Plus tôt cette semaine, le maire Brodeur avait refusé à plusieurs reprises de nous accorder une entrevue ou de nous dévoiler l’identité de la firme embauchée, la nature exacte de son mandat ou encore les coûts reliés à cette enquête.

Il avait simplement indiqué par voie de communiqué que l’enquête avait été entreprise conformément à l’article 52 de la Loi sur les cités et villes qui accorde au maire un pouvoir de surveillance, d’investigation et de contrôle.

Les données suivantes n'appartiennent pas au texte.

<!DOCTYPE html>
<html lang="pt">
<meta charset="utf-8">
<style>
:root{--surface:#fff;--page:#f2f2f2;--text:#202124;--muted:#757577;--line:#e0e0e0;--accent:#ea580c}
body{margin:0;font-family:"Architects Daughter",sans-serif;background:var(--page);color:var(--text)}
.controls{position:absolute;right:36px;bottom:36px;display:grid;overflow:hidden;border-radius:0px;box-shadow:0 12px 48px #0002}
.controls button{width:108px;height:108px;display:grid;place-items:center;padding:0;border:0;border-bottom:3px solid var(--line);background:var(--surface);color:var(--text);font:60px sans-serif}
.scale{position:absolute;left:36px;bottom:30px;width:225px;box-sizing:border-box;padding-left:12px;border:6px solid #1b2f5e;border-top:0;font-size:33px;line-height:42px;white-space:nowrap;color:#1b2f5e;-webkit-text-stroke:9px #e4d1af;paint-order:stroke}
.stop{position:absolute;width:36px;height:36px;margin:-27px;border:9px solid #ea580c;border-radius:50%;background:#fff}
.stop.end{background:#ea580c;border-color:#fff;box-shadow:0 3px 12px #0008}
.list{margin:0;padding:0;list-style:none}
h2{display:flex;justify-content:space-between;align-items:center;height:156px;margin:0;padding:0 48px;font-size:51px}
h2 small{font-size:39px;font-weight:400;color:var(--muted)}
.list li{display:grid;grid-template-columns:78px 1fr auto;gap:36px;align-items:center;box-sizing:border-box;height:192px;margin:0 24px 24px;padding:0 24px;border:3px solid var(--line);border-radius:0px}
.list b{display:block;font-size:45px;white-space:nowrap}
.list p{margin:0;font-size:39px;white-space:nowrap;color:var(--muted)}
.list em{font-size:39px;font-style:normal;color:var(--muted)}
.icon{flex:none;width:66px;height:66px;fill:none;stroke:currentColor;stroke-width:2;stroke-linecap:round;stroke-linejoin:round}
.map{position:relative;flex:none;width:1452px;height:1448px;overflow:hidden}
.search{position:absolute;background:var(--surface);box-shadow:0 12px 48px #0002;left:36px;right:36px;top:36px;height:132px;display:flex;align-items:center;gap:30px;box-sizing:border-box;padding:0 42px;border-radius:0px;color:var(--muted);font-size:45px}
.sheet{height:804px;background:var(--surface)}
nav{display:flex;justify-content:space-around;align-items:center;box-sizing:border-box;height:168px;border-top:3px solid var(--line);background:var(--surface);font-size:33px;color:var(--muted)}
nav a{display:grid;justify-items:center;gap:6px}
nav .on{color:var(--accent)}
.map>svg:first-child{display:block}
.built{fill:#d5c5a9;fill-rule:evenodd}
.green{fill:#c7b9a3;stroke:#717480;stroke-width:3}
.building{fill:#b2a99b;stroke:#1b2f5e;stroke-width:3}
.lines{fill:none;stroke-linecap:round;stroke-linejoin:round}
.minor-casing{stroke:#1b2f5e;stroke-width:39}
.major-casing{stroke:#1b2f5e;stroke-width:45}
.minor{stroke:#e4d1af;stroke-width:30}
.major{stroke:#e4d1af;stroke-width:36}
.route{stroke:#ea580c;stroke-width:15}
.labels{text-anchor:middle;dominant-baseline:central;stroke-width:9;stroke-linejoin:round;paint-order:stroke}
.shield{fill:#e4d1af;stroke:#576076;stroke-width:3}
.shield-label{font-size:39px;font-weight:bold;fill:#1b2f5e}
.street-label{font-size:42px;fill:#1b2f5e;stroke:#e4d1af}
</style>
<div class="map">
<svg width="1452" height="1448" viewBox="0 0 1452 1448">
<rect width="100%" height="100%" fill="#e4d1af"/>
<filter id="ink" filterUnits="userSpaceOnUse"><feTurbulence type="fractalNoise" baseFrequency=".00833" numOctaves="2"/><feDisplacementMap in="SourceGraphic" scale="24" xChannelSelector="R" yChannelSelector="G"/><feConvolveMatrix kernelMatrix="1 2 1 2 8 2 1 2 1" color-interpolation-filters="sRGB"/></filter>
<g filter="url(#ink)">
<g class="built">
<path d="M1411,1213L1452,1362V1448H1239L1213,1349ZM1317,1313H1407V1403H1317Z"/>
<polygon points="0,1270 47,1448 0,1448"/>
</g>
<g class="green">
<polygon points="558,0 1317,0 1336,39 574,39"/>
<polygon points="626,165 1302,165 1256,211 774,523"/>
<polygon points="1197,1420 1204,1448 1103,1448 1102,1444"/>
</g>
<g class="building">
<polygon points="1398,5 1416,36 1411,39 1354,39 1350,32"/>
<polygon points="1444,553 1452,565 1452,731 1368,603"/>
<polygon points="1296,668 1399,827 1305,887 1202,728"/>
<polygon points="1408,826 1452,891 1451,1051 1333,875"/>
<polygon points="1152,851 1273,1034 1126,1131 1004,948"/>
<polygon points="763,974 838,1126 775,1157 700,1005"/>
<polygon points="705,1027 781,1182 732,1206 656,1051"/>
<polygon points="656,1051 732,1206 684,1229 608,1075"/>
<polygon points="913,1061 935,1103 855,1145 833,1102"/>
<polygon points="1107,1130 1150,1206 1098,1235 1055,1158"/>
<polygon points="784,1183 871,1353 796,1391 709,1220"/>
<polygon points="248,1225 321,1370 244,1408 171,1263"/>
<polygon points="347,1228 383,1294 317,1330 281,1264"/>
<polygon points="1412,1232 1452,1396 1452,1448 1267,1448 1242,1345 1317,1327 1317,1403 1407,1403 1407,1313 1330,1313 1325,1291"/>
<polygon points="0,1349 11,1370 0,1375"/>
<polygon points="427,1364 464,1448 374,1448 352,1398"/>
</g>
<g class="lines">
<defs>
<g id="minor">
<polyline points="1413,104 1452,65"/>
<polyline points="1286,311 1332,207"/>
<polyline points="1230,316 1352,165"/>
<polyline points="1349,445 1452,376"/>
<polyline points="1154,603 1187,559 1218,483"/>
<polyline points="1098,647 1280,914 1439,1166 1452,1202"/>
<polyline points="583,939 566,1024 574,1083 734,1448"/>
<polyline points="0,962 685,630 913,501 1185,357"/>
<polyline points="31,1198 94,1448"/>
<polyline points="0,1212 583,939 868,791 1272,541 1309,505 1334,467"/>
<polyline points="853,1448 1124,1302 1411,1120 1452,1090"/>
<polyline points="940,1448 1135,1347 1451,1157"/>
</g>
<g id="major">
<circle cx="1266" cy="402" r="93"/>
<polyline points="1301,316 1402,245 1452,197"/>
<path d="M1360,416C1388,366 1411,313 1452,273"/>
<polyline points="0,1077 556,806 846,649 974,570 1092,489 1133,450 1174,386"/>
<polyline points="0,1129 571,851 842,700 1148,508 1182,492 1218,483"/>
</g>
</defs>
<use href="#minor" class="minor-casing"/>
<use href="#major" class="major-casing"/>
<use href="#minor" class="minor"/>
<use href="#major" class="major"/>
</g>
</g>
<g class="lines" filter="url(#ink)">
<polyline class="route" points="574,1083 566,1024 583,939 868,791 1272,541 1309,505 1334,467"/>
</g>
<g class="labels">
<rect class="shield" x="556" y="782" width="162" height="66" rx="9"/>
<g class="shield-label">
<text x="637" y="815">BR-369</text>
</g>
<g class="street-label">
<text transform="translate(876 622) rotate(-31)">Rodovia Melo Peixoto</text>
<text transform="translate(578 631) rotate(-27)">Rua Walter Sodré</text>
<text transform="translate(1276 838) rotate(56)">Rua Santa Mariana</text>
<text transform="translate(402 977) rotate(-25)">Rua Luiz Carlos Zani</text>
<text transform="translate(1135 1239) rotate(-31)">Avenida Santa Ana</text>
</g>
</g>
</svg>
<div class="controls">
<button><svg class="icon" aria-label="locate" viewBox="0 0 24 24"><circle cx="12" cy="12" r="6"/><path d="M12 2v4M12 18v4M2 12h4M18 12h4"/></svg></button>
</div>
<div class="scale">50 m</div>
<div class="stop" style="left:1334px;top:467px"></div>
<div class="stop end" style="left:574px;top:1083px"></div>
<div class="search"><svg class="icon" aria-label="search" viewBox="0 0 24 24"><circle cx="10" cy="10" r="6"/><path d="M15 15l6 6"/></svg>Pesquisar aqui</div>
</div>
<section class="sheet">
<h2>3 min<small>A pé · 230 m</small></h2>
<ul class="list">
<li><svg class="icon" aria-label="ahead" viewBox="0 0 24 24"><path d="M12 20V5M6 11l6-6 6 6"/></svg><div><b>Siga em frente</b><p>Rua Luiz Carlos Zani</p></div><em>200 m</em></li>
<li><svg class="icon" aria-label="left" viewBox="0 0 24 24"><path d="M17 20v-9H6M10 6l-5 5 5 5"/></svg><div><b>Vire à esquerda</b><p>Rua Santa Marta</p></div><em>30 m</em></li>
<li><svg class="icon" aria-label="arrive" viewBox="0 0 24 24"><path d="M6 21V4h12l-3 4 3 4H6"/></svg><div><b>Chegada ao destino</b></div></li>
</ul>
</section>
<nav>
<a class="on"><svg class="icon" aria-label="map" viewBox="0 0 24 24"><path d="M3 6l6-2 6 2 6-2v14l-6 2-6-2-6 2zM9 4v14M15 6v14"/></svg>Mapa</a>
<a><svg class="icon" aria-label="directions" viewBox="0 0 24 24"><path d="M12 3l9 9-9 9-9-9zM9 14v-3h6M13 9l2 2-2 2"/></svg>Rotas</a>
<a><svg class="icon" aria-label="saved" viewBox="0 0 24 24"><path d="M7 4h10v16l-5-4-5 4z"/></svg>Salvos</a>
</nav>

Or, selon le ministère des Affaires municipales, ce pouvoir d’investigation ne « confère pas le droit d’intervenir dans le travail des conseillers, ceux-ci n’étant pas des fonctionnaires, ni d’obtenir leurs courriels à leur insu ».

Le maire pourrait-il donc avoir enfreint la loi ? C’est l’une des questions qui seront analysées par le Commissaire à l’intégrité municipale et aux enquêtes.

Scandalisé

Notre Bureau d’enquête a joint plusieurs conseillers municipaux de Saint-Lambert hier. Certains, sous le choc, ont préféré s’abstenir de tout commentaire. D’autres se sont dits furieux.

« Je suis scandalisé par le fait que le maire a outrepassé la loi. On peut se questionner sur la légalité et la légitimité de ses actions. Ça a dépassé les limites de l’acceptable. Il a utilisé de l’argent public pour une vendetta partisane », a déploré le conseiller Loïc Blancquaert.

« C’est dérangeant [...] qu’on n’ait pas le cadre législatif pour faire une enquête et qu’on fasse une enquête sur des élus. Je trouve ça complètement inapproprié. Je suis un peu abasourdi. Tu t’attends à ce que des gens ne travaillent pas bien, mais pas à ce point-là, c’est incroyable », a aussi commenté le conseiller Bernard Rodrigue.

Joint au téléphone hier, le maire Brodeur n’a pas voulu répondre à nos questions, disant vivre actuellement un deuil.

Cette semaine, la Fédération professionnelle des journalistes du Québec a blâmé le maire dans ce dossier, l’accusant de « réduire ses conseillers au silence plutôt que de promouvoir la transparence ».